→ Task goal
Pull from the data below each line where the word "played" occurs, and copy it.

Stored items
......

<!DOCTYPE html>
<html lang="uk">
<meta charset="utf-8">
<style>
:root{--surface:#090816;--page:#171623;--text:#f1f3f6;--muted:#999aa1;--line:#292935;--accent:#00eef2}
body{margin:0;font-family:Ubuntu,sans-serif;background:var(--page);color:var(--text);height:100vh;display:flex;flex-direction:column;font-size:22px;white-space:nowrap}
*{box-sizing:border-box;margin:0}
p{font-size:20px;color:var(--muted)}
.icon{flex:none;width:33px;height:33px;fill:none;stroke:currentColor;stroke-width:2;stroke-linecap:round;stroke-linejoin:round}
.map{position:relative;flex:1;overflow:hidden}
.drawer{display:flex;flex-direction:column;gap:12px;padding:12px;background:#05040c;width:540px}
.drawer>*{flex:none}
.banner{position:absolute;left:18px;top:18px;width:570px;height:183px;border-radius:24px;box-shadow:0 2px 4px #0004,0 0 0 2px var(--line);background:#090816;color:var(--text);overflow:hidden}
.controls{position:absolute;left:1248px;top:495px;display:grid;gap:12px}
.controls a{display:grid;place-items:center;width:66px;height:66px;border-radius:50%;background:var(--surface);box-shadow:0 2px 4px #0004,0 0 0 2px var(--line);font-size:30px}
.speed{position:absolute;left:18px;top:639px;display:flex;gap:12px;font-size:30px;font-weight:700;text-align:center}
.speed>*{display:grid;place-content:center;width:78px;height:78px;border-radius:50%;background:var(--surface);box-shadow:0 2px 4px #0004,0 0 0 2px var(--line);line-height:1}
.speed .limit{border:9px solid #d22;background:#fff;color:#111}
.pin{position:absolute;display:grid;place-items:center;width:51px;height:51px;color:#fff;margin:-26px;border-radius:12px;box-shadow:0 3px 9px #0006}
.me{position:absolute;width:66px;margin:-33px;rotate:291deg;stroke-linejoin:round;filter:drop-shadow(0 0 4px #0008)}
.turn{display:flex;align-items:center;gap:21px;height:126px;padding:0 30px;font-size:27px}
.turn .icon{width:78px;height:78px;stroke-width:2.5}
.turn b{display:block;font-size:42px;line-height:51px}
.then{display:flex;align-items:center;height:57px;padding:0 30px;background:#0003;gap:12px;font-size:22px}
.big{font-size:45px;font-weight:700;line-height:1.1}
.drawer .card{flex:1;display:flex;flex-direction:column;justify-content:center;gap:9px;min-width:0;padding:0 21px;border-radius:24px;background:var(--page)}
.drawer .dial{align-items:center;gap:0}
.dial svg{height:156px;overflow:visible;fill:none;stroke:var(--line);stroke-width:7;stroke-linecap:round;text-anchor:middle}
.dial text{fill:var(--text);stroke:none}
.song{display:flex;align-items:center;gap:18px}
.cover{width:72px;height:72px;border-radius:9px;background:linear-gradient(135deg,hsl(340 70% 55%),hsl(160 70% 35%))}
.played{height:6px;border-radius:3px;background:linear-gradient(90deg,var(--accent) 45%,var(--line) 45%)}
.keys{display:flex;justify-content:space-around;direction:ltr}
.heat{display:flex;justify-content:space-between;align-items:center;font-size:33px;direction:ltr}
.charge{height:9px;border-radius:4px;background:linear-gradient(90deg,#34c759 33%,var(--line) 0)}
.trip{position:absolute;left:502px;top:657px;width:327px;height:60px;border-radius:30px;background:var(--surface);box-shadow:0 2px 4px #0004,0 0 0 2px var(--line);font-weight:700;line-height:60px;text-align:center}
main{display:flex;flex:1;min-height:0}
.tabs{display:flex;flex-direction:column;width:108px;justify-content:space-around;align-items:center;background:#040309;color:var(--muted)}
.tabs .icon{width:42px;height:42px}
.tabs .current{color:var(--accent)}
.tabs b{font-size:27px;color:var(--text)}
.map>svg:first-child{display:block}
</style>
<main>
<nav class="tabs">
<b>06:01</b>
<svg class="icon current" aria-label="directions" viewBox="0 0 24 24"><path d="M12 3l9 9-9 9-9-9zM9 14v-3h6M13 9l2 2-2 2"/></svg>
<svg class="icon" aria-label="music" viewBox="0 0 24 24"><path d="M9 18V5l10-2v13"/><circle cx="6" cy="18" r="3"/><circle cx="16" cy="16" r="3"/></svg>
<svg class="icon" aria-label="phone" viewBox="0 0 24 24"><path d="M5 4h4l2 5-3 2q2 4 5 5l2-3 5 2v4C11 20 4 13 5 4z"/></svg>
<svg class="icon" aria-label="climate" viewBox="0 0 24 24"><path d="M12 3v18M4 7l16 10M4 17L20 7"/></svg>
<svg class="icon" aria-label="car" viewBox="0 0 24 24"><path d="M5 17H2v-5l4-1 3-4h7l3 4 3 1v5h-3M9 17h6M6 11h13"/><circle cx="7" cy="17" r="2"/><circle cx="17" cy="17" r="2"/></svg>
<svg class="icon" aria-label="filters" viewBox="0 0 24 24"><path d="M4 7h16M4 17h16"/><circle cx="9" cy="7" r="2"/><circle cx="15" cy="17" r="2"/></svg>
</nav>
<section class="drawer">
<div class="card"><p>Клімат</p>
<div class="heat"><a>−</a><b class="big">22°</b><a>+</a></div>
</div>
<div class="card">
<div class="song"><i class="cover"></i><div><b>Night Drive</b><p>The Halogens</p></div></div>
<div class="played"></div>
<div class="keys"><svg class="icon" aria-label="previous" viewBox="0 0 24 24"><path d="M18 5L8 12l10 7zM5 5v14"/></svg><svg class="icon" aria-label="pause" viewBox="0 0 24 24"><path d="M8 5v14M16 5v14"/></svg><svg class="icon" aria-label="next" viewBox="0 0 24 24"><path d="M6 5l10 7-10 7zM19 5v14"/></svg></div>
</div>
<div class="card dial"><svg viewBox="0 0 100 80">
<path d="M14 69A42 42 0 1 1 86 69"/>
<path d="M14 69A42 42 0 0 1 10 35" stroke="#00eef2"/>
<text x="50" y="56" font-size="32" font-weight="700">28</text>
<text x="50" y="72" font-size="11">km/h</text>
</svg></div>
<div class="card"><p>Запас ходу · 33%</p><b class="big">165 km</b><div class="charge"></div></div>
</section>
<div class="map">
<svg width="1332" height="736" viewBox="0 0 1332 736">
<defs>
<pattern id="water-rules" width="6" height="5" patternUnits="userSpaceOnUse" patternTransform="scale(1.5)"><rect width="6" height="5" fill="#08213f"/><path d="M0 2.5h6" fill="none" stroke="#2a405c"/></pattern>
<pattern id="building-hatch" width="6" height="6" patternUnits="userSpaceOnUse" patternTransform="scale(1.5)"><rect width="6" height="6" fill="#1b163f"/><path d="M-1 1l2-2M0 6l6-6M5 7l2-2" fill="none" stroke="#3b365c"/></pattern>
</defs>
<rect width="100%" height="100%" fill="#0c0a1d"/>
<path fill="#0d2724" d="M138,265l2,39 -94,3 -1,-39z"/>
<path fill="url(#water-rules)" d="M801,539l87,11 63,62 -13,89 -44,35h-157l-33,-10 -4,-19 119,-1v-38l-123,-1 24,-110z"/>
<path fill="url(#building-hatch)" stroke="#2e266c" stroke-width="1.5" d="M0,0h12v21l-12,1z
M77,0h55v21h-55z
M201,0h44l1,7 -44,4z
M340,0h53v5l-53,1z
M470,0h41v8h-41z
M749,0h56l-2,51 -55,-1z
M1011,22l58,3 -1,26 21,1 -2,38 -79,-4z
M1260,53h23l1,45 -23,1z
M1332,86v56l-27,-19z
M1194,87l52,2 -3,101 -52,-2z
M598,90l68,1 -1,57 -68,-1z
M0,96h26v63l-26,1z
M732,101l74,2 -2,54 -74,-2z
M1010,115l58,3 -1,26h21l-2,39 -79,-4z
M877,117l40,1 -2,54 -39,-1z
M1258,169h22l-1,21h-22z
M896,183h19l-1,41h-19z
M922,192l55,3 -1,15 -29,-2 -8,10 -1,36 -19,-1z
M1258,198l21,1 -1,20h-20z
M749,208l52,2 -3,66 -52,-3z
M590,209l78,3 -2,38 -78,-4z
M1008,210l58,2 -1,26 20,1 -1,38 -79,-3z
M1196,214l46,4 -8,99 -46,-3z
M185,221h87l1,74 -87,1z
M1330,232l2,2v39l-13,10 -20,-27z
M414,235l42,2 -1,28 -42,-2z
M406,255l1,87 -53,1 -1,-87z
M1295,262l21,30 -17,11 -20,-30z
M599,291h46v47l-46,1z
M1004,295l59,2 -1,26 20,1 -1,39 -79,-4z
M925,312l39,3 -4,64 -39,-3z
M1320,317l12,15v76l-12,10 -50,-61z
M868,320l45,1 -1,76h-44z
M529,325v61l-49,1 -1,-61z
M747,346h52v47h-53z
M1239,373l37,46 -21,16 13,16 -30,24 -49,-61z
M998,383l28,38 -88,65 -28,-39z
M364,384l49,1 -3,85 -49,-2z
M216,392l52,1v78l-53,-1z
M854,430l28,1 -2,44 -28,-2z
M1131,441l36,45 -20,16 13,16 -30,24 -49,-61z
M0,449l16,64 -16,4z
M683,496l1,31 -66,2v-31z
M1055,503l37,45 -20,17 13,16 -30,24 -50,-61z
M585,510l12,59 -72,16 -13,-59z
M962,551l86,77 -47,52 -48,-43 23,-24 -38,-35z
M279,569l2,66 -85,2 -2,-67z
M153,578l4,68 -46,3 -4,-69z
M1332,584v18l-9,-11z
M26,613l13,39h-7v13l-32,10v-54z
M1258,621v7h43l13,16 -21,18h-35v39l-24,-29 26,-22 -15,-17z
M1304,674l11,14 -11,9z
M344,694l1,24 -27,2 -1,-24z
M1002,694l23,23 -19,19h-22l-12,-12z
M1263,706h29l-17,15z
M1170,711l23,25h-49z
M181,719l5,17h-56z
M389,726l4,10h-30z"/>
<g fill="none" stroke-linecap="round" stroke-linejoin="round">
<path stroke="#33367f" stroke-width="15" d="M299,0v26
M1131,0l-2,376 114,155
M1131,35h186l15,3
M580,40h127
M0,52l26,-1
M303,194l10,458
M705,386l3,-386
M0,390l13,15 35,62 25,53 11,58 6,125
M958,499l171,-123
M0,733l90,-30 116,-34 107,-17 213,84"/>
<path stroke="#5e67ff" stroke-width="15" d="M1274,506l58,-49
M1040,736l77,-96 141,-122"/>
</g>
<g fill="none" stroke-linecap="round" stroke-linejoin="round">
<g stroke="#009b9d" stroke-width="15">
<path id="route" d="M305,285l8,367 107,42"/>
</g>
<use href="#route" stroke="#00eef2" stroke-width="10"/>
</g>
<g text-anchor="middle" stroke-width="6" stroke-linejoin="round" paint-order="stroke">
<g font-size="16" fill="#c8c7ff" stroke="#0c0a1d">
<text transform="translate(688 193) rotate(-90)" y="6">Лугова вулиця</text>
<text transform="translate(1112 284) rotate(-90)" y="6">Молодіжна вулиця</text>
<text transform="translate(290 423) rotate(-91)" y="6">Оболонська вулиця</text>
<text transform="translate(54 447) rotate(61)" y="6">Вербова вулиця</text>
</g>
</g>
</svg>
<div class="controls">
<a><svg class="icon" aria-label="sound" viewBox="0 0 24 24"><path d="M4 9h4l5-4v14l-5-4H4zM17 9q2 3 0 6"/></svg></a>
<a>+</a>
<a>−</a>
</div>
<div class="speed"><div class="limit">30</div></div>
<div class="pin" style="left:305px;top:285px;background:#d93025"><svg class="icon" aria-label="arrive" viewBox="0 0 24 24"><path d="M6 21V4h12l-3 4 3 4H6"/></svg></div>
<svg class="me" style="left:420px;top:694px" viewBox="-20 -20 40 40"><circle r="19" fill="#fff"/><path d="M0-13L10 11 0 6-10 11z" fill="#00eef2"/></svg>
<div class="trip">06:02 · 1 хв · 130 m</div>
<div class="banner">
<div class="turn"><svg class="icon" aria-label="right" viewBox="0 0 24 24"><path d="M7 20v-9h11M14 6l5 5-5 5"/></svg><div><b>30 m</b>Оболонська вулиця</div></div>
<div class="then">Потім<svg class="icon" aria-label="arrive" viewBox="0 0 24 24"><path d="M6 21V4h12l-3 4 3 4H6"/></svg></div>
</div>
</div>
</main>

......

→ Completed task
.played{height:6px;border-radius:3px;background:linear-gradient(90deg,var(--accent) 45%,var(--line) 45%)}
<div class="played"></div>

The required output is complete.